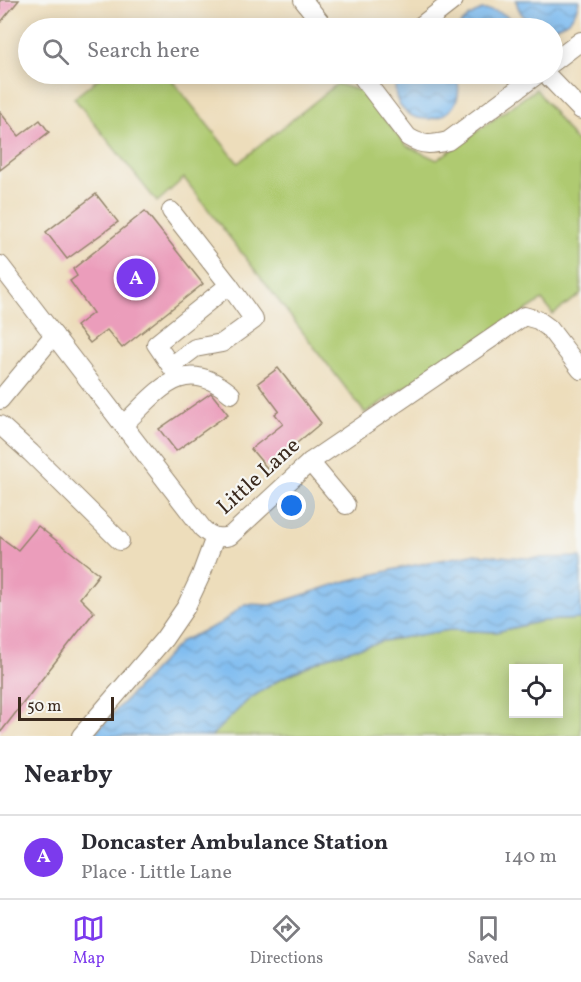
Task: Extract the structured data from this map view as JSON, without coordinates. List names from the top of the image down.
{
  "streets": {
    "street": ["Little Lane"]
  },
  "scale_bar": "50 m",
  "page": {
    "search": "Search here",
    "pins": "A",
    "scale": "50 m",
    "heading": "Nearby",
    "list": [
      {
        "mark": "A",
        "name": "Doncaster Ambulance Station",
        "note": "Place · Little Lane",
        "value": "140 m"
      }
    ],
    "nav": ["Map", "Directions", "Saved"]
  }
}
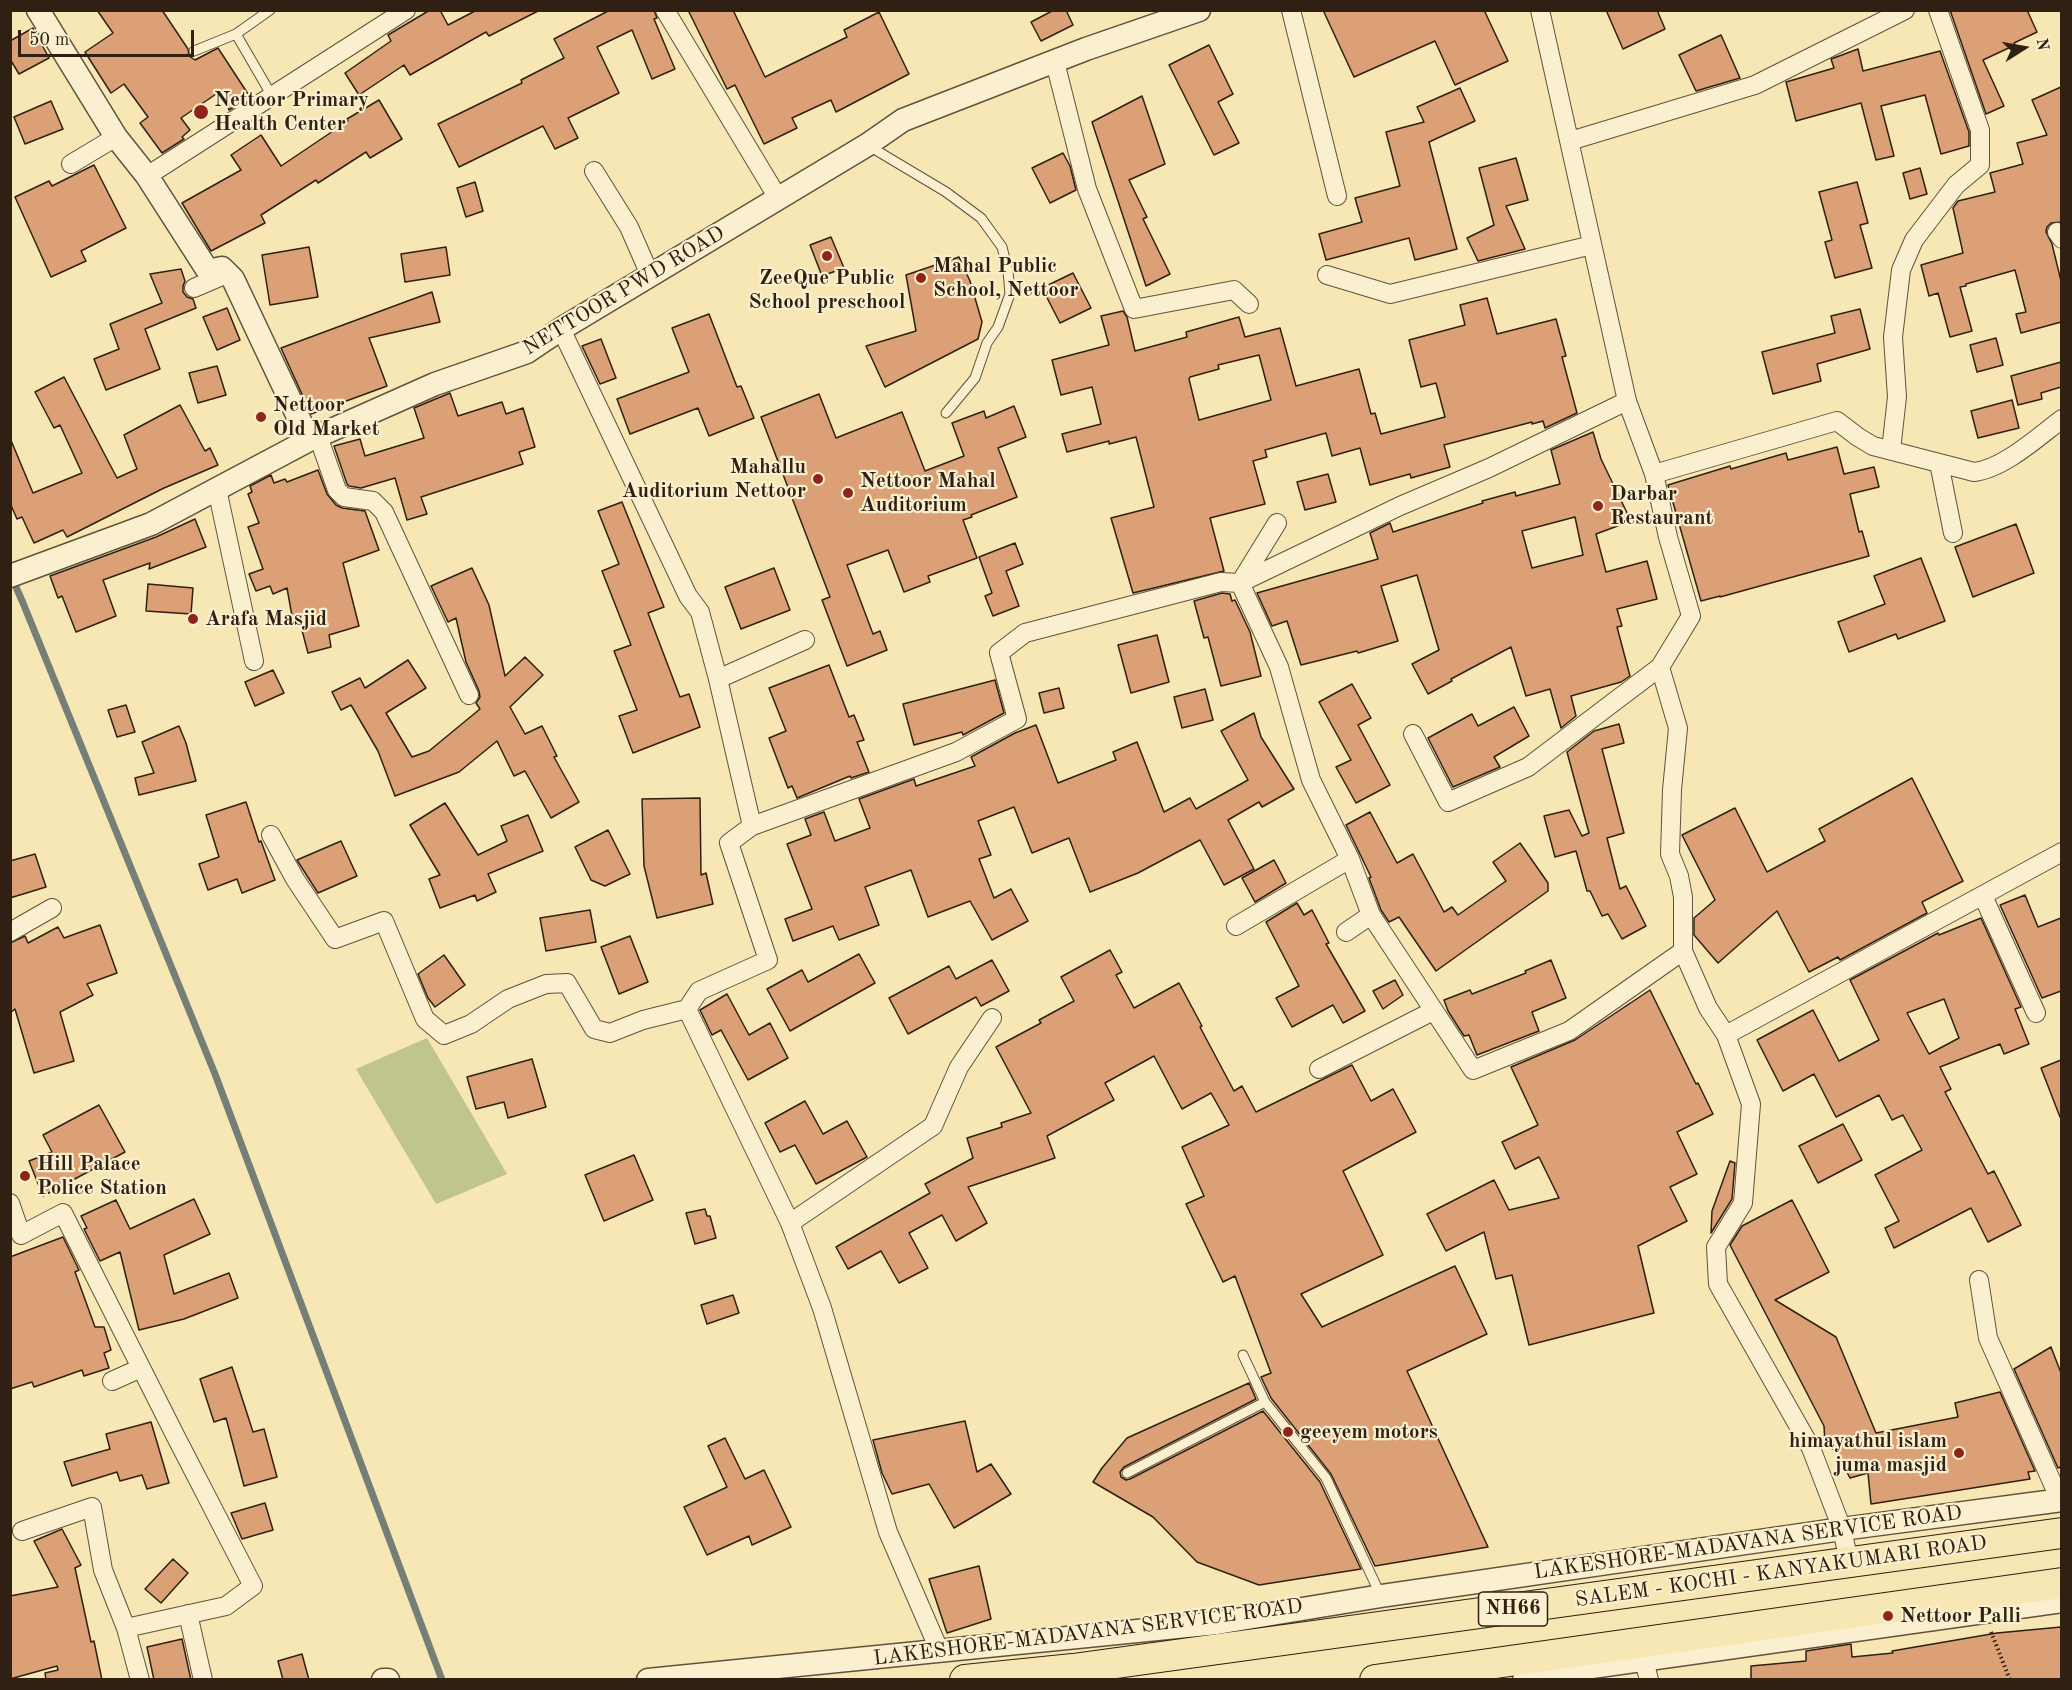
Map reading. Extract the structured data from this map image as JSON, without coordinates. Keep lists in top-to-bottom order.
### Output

## Aim of the task
An exact copy of the entries above is required, with the pictures left out.

## Completed exercise
Task: Extract the structured data from this map view as JSON, without coordinates. List names from the top of the image down.
{
  "streets": {
    "street": ["Little Lane"]
  },
  "scale_bar": "50 m",
  "page": {
    "search": "Search here",
    "pins": "A",
    "scale": "50 m",
    "heading": "Nearby",
    "list": [
      {
        "mark": "A",
        "name": "Doncaster Ambulance Station",
        "note": "Place · Little Lane",
        "value": "140 m"
      }
    ],
    "nav": ["Map", "Directions", "Saved"]
  }
}
Map reading. Extract the structured data from this map image as JSON, without coordinates. Keep lists in top-to-bottom order.
### Output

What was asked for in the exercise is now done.